EXERCISE DESCRIPTION: Retrieve each line that contains the word "lane" from the entries below.

DATA FOR REVIEW:
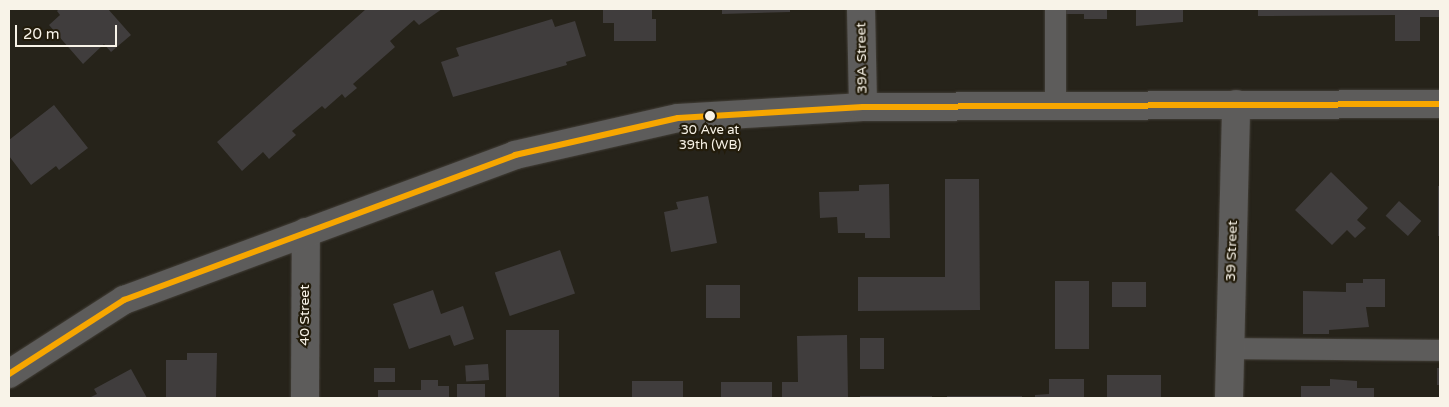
<!DOCTYPE html>
<style>
body{margin:0}
#map{position:relative;width:1449px;height:407px;overflow:hidden;background:#26231a;font-family:"Varela Round",sans-serif}
div>[style]{position:absolute}
.building>*{inset:0;background:#403d3d;transform-origin:0 0}
.roads{filter:drop-shadow(0 0 1px #433f38) drop-shadow(0 0 1px #433f38)}
.service>*{height:21px;margin:-10.5px;padding:0 10.5px;transform-origin:10.5px;border-radius:10.5px;background:#5d5c5b}
.minor>*{height:28px;margin:-14px;padding:0 14px;transform-origin:14px;border-radius:14px;background:#5d5c5b}
.tertiary>*{height:28px;margin:-14px;padding:0 14px;transform-origin:14px;border-radius:14px;background:#5d5c5b}
.bus-1>*{height:6px;margin:-3px;padding:0 3px;transform-origin:3px;border-radius:3px;background:#f7a600}
.dots>*{width:14px;height:14px;translate:-50% -50%;box-sizing:border-box;border:2px solid #231c0b;border-radius:50%}
span{translate:-50% -50%;white-space:nowrap;text-align:center;line-height:1.15;-webkit-text-stroke:4.5px #231c0b;paint-order:stroke}
.bus-label{font-size:13px;color:#f8f3e8}
.street-label{font-size:14px;color:#f8f3e8}
.frame{position:absolute;inset:0;border:10px solid #f8f3e8;pointer-events:none}
.scale{position:absolute;left:15px;top:25px;width:102px;height:22px;box-sizing:border-box;border:2px solid #f8f3e8;border-top:0;padding-left:6px;font-size:15px;line-height:18px;white-space:nowrap;color:#f8f3e8;-webkit-text-stroke:4px #231c0b;paint-order:stroke}
</style>
<div id="map">
<div class="building">
<i style="clip-path:polygon(59px 9px,108px 9px,131px 35px,111px 52px,104px 44px,83px 64px,49px 25px,60px 15px,57px 11px)"></i>
<i style="clip-path:polygon(366px 9px,442px 9px,419px 25px,414px 20px,390px 41px,395px 47px,353px 84px,357px 88px,345px 98px,342px 94px,325px 109px,322px 106px,292px 131px,296px 135px,269px 159px,263px 152px,242px 171px,217px 142px)"></i>
<i style="clip-path:polygon(603px 9px,652px 9px,652px 19px,656px 19px,656px 41px,614px 41px,614px 23px,603px 23px)"></i>
<i style="clip-path:polygon(722px 9px,790px 9px,790px 12px,722px 14px)"></i>
<i style="clip-path:polygon(1060px 9px,1107px 9px,1107px 19px,1084px 19px,1084px 14px,1060px 14px)"></i>
<i style="clip-path:polygon(1136px 9px,1183px 9px,1183px 22px,1136px 26px)"></i>
<i style="clip-path:polygon(1258px 9px,1440px 9px,1440px 17px,1420px 17px,1420px 41px,1395px 41px,1395px 15px,1258px 16px)"></i>
<i style="clip-path:polygon(552px 19px,555px 27px,575px 21px,586px 56px,566px 62px,567px 65px,453px 97px,441px 62px,459px 56px,456px 48px)"></i>
<i style="clip-path:polygon(54px 105px,88px 148px,59px 170px,56px 166px,31px 185px,9px 156px,9px 140px)"></i>
<i style="clip-path:polygon(1331px 172px,1368px 208px,1357px 220px,1366px 228px,1355px 238px,1347px 230px,1332px 245px,1295px 210px)"></i>
<i style="clip-path:polygon(945px 179px,979px 179px,980px 310px,858px 311px,858px 277px,945px 277px)"></i>
<i style="clip-path:polygon(889px 184px,890px 238px,865px 238px,865px 233px,838px 233px,837px 217px,820px 218px,819px 192px,859px 191px,859px 185px)"></i>
<i style="left:1438px;top:186px;width:2px;height:50px"></i>
<i style="clip-path:polygon(708px 196px,717px 243px,671px 252px,664px 212px,678px 209px,676px 202px)"></i>
<i style="left:1399px;top:201px;width:30px;height:20px;rotate:42deg"></i>
<i style="left:560px;top:250px;width:46px;height:69px;rotate:71deg"></i>
<i style="clip-path:polygon(1363px 279px,1385px 279px,1385px 307px,1366px 307px,1369px 327px,1329px 330px,1329px 334px,1303px 334px,1303px 291px,1346px 292px,1346px 283px,1363px 283px)"></i>
<i style="left:1089px;top:281px;width:68px;height:34px;rotate:90deg"></i>
<i style="left:1112px;top:282px;width:34px;height:25px"></i>
<i style="left:740px;top:285px;width:33px;height:34px;rotate:90deg"></i>
<i style="clip-path:polygon(433px 290px,441px 314px,463px 306px,474px 339px,454px 346px,450px 335px,409px 349px,393px 304px)"></i>
<i style="left:559px;top:330px;width:68px;height:53px;rotate:90deg"></i>
<i style="clip-path:polygon(847px 335px,848px 398px,782px 398px,782px 382px,798px 382px,797px 336px)"></i>
<i style="left:884px;top:338px;width:31px;height:24px;rotate:90deg"></i>
<i style="clip-path:polygon(187px 353px,217px 353px,216px 398px,166px 398px,166px 360px,187px 360px)"></i>
<i style="left:488px;top:364px;width:16px;height:23px;rotate:86deg"></i>
<i style="left:374px;top:368px;width:21px;height:14px"></i>
<i style="left:1437px;top:368px;width:3px;height:17px"></i>
<i style="clip-path:polygon(131px 369px,147px 398px,89px 398px,97px 394px,94px 389px)"></i>
<i style="left:1161px;top:375px;width:23px;height:54px;rotate:90deg"></i>
<i style="clip-path:polygon(1049px 379px,1084px 379px,1084px 398px,1035px 398px,1035px 395px,1049px 394px)"></i>
<i style="clip-path:polygon(1330px 379px,1357px 381px,1357px 388px,1374px 388px,1374px 398px,1301px 398px,1301px 386px,1330px 386px)"></i>
<i style="clip-path:polygon(421px 380px,438px 380px,438px 386px,449px 386px,449px 398px,378px 398px,378px 390px,421px 390px)"></i>
<i style="left:632px;top:381px;width:51px;height:17px"></i>
<i style="left:772px;top:382px;width:16px;height:51px;rotate:90deg"></i>
<i style="left:457px;top:384px;width:28px;height:14px"></i>
<i style="left:860px;top:396px;width:72px;height:2px"></i>
<i style="left:947px;top:396px;width:75px;height:2px"></i>
</div>
<div class="roads">
<div class="service">
<i style="left:1055px;top:9px;width:100px;rotate:90deg"></i>
<i style="left:1229px;top:348px;width:211px;rotate:0.5deg"></i>
</div>
<div class="minor">
<i style="left:861px;top:9px;width:98px;rotate:88.8deg"></i>
<i style="left:305px;top:398px;width:166px;rotate:-89.7deg"></i>
<i style="left:1229px;top:398px;width:294px;rotate:-88.6deg"></i>
</div>
<div class="tertiary">
<i style="left:9px;top:374px;width:137px;rotate:-32.8deg"></i>
<i style="left:124px;top:300px;width:417px;rotate:-20.3deg"></i>
<i style="left:515px;top:155px;width:167px;rotate:-12.8deg"></i>
<i style="left:678px;top:118px;width:185px;rotate:-3.4deg"></i>
<i style="left:863px;top:107px;width:577px;rotate:-0.3deg"></i>
</div>
</div>
<div class="bus-1">
<i style="left:9px;top:374px;width:137px;rotate:-32.8deg"></i>
<i style="left:124px;top:300px;width:417px;rotate:-20.3deg"></i>
<i style="left:515px;top:155px;width:167px;rotate:-12.8deg"></i>
<i style="left:678px;top:118px;width:185px;rotate:-3.4deg"></i>
<i style="left:863px;top:107px;width:577px;rotate:-0.3deg"></i>
</div>
<div class="dots">
<i style="left:710px;top:116px;background:#f8f3e8"></i>
</div>
<div class="bus-label">
<span style="left:710px;top:138px">30 Ave at<br>39th (WB)</span>
</div>
<div class="street-label">
<span style="left:862px;top:58px;rotate:-91deg">39A Street</span>
<span style="left:1232px;top:251px;rotate:-88deg">39 Street</span>
<span style="left:305px;top:315px;rotate:-90deg">40 Street</span>
</div>
<div class="frame"></div>
<div class="scale">20 m</div>
</div>
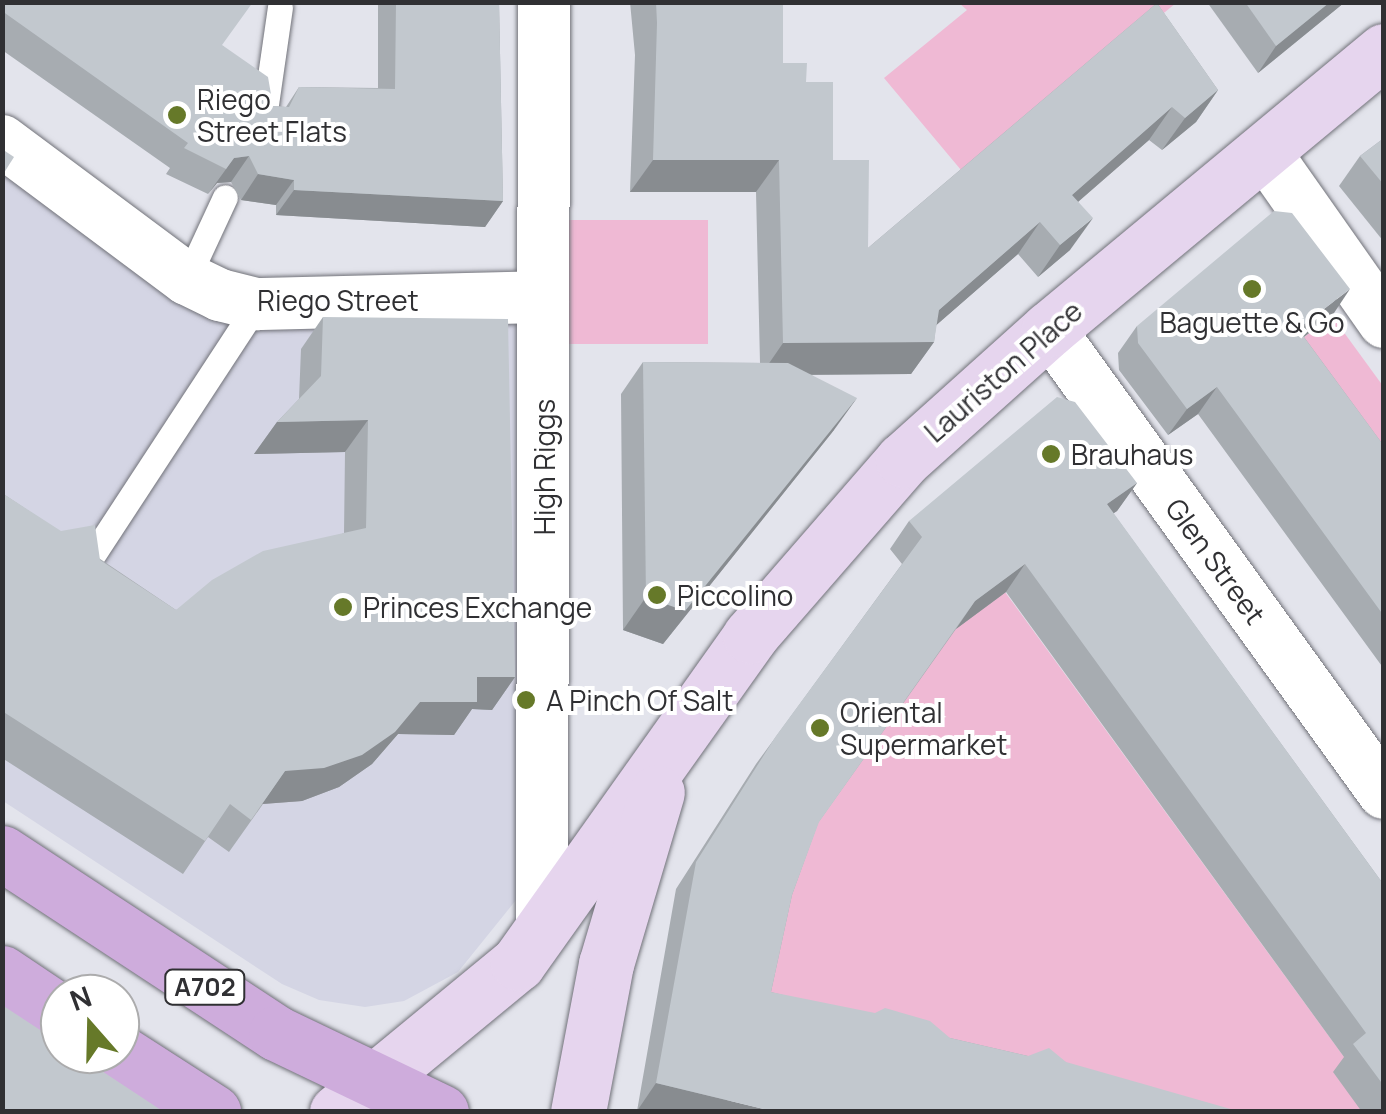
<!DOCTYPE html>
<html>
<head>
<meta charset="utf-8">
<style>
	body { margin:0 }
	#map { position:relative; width:1386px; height:1114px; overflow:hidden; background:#e3e4ec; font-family:Manrope,sans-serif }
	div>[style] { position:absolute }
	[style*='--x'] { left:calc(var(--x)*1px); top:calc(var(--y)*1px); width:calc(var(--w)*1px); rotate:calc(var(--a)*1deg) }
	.built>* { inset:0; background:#d4d5e4 }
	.green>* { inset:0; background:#efb9d4; transform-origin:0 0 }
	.roads { filter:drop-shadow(0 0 2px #717279) drop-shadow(0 0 2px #717279) }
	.lane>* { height:25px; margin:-12.5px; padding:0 12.5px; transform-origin:12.5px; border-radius:12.5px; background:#fff }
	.street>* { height:52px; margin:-26px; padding:0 26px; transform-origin:26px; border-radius:26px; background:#fff }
	.secondary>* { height:55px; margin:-27.5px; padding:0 27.5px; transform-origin:27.5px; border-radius:27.5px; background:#e6d5ee }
	.primary>* { height:55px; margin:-27.5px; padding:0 27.5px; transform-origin:27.5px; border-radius:27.5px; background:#ceacdc }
	.wall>* { inset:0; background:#a7acb1 }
	.shaded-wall>* { inset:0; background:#888c90 }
	.building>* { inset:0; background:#c2c8ce }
	.dots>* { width:28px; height:28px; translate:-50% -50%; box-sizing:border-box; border:5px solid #fff; border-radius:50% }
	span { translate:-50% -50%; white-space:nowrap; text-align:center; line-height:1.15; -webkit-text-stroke:8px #fff; paint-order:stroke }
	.shield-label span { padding:2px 8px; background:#fff; border:2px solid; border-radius:8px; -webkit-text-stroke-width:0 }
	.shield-label { font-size:25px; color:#303033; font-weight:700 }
	.poi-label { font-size:28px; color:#303033 }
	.left { translate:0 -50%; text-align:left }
	.street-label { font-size:28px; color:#303033 }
	.frame { position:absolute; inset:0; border:5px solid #303033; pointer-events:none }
	.north { position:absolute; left:40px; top:974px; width:100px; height:100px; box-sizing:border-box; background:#fff; border:2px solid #acacad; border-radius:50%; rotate:340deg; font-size:28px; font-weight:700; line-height:40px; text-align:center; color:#303033 }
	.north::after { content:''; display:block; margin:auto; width:35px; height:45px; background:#667929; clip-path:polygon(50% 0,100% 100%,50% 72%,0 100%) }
</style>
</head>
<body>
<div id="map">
	<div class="built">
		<i style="clip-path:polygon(2px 166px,230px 320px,526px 310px,529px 884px,458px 972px,404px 1001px,365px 1007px,319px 1000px,282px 984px,3px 801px)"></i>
	</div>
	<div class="green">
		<i style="clip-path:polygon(959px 3px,1176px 3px,966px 176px,884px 78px,967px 10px)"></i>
		<i style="left:708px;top:220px;width:124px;height:149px;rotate:90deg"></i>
		<i style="clip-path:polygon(1332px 316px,1383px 386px,1383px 499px,1279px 356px)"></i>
		<i style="clip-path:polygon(1005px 592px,1347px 1061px,1334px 1073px,1359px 1106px,1383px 1111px,1129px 1111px,761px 1029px,799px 850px,955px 629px)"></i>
	</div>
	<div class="roads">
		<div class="lane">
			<i style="--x:264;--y:118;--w:112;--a:-81.8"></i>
			<i style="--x:187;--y:279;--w:90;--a:-65.1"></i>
			<i style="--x:87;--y:564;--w:311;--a:-56.8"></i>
		</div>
		<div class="street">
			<i style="--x:2;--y:141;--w:231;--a:36.7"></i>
			<i style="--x:187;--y:279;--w:37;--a:26"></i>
			<i style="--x:220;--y:295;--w:38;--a:14"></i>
			<i style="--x:257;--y:304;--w:286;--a:-1.4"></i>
			<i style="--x:1264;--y:151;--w:209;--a:54.9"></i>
			<i style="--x:1049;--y:329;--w:572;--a:54.17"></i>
			<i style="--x:542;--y:931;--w:929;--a:-89.88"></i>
		</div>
		<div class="secondary">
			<i style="--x:337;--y:1112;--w:234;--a:-39.5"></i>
			<i style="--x:518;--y:963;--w:401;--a:-54.6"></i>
			<i style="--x:750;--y:636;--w:233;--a:-49"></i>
			<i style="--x:903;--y:460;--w:196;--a:-41.9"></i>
			<i style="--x:1049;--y:329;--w:435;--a:-39.7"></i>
			<i style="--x:578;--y:1112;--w:151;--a:-79.3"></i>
			<i style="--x:606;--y:964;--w:179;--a:-73.5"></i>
		</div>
		<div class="primary">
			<i style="--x:2;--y:853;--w:328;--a:33.3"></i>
			<i style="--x:276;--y:1033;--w:183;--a:25.6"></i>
			<i style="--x:2;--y:973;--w:70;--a:33.9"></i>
			<i style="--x:120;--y:1052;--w:111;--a:32.8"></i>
		</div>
	</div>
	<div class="wall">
		<i style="clip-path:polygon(2px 2px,223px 46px,273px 106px,286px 107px,299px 87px,378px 88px,378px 2px,499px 2px,503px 201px,485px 227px,276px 215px,276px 205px,241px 200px,231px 182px,217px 183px,208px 194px,166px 174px,170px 168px,2px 50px)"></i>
		<i style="clip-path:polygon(630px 2px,783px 2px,783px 63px,806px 82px,833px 160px,868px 248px,1157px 3px,1218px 90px,1196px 122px,1162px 150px,1149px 140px,1078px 202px,1070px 250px,1038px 277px,1018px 254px,936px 325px,934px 342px,911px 374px,812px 375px,834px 430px,663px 644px,623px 630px,621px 394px,643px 362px,760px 363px,756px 192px,630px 192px,635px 55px)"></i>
		<i style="clip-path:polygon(1207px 2px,1345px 2px,1258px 73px)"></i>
		<i style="clip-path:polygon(1384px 138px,1384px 242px,1339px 186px,1360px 156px)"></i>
		<i style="clip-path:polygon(1332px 316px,1304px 337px,1384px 446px,1384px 669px,1198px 414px,1168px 435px,1119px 370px,1118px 353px,1137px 326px)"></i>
		<i style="clip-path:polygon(323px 317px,515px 677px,492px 710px,472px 709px,454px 735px,398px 734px,372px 764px,339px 787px,302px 801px,263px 804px,229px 852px,208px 837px,183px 874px,2px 758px,2px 493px,176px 610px,344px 533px,345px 452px,254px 454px,277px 422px,299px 399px,301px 349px)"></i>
		<i style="clip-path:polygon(1137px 483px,1117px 511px,1113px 513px,1384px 885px,1384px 1112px,1362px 1112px,1333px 1072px,1344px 1057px,1006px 592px,956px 629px,818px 823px,792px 895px,771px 992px,950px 1038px,1028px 1056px,1066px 1062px,637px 1111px,676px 889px,756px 764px,902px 564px,890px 549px,909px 521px)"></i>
	</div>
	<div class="shaded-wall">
		<i style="clip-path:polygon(1330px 2px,1345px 2px,1258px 73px,1276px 46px)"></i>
		<i style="clip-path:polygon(1218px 90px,1196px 122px,1162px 150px,1185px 118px)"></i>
		<i style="clip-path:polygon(1172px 107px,1149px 140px,1049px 227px,1072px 195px)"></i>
		<i style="clip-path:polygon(249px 156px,231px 182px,217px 183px,208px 194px,234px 158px)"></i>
		<i style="clip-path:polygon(653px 160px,779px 160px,756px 192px,630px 192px)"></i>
		<i style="clip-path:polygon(258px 174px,294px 180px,276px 205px,241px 200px)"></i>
		<i style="clip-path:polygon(294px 190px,503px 201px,485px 227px,276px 215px)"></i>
		<i style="clip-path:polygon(1093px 218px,1070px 250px,1038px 277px,1060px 245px)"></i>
		<i style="clip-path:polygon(1040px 222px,1018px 254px,917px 342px,934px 342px,911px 374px,761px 375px,783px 343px,939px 310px)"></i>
		<i style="clip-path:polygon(1350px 289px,1332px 316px,1279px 355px,1298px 329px)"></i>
		<i style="clip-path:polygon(1217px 387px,1198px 414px,1168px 435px,1187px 409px)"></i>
		<i style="clip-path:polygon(857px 398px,834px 430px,663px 644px,623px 630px,646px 597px)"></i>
		<i style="clip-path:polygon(368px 420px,345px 452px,254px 454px,277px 422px)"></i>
		<i style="clip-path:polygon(1137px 483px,1117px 511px,1087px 532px,1107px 504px)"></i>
		<i style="clip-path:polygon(1025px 564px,1006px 592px,956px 629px,975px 601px)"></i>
		<i style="clip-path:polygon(477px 677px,515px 677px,492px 710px,472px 709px,454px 735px,398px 734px,372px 764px,339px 787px,302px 801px,262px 804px,285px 771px,420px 702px)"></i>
		<i style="clip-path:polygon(656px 1083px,776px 1112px,637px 1111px)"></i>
	</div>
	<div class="building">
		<i style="clip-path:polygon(2px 2px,253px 2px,222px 45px,268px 77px,273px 106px,289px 107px,299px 87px,395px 89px,396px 2px,499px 2px,503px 201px,294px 190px,294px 180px,258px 174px,249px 156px,234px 158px,226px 169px,184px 148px,188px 143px,2px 11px)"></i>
		<i style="clip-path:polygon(656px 2px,783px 2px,783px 63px,807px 63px,806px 82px,833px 82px,833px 160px,869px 160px,868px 248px,1157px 3px,1218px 90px,1185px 118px,1172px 107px,1072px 195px,1093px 218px,1060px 245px,1040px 222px,939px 310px,934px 342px,783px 343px,779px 160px,653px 160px,657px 23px)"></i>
		<i style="clip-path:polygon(1245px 2px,1330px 2px,1276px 46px)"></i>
		<i style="clip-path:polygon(1384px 138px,1384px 185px,1360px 156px)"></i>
		<i style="clip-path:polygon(2px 149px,14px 157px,2px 176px)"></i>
		<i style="clip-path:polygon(1274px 211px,1292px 213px,1350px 289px,1298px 329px,1384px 446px,1384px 616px,1217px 387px,1187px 409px,1138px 343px,1137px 326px)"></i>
		<i style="clip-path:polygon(323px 317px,508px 319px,515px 677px,477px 677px,477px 702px,420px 702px,395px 732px,362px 755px,324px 768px,285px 771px,251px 820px,230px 804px,205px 841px,2px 711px,2px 493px,61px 531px,95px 525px,100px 560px,176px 610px,212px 580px,263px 551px,366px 528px,368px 420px,277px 422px,321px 376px)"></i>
		<i style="clip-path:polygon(643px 362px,788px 363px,857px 398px,685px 611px,646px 597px)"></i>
		<i style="clip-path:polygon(1057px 397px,1075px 402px,1137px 483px,1107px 504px,1384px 885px,1384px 1086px,1353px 1044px,1366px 1033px,1025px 564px,975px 601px,819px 822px,792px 895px,771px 992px,875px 1013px,885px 1008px,930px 1021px,950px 1038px,1028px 1056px,1049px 1048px,1066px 1062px,1241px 1112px,776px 1112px,656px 1083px,696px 862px,776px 736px,922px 537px,909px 521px)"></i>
		<i style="clip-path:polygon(2px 1005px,60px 1043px,60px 1054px,76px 1054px,164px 1112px,2px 1112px)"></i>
	</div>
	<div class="dots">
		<i style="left:177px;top:115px;background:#667929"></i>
		<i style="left:1252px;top:289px;background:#667929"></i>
		<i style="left:1051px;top:454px;background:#667929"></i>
		<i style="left:657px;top:595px;background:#667929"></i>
		<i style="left:343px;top:607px;background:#667929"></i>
		<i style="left:526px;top:700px;background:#667929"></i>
		<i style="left:820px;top:728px;background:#667929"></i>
	</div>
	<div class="shield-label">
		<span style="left:205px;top:987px">A702</span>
	</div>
	<div class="poi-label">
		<span class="left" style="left:197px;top:115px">Riego<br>Street Flats</span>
		<span style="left:1252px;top:322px">Baguette &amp; Go</span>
		<span class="left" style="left:1071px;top:454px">Brauhaus</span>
		<span class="left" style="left:677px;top:595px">Piccolino</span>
		<span class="left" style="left:363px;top:607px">Princes Exchange</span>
		<span class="left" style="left:546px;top:700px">A Pinch Of Salt</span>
		<span class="left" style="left:840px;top:728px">Oriental<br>Supermarket</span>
	</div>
	<div class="street-label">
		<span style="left:338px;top:300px">Riego Street</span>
		<span style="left:1003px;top:371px;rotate:-41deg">Lauriston Place</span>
		<span style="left:544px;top:467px;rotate:-90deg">High Riggs</span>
		<span style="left:1216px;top:561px;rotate:54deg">Glen Street</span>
	</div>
	<div class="frame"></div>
	<div class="north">N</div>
</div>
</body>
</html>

ANSWER AREA:
	.lane>* { height:25px; margin:-12.5px; padding:0 12.5px; transform-origin:12.5px; border-radius:12.5px; background:#fff }
		<div class="lane">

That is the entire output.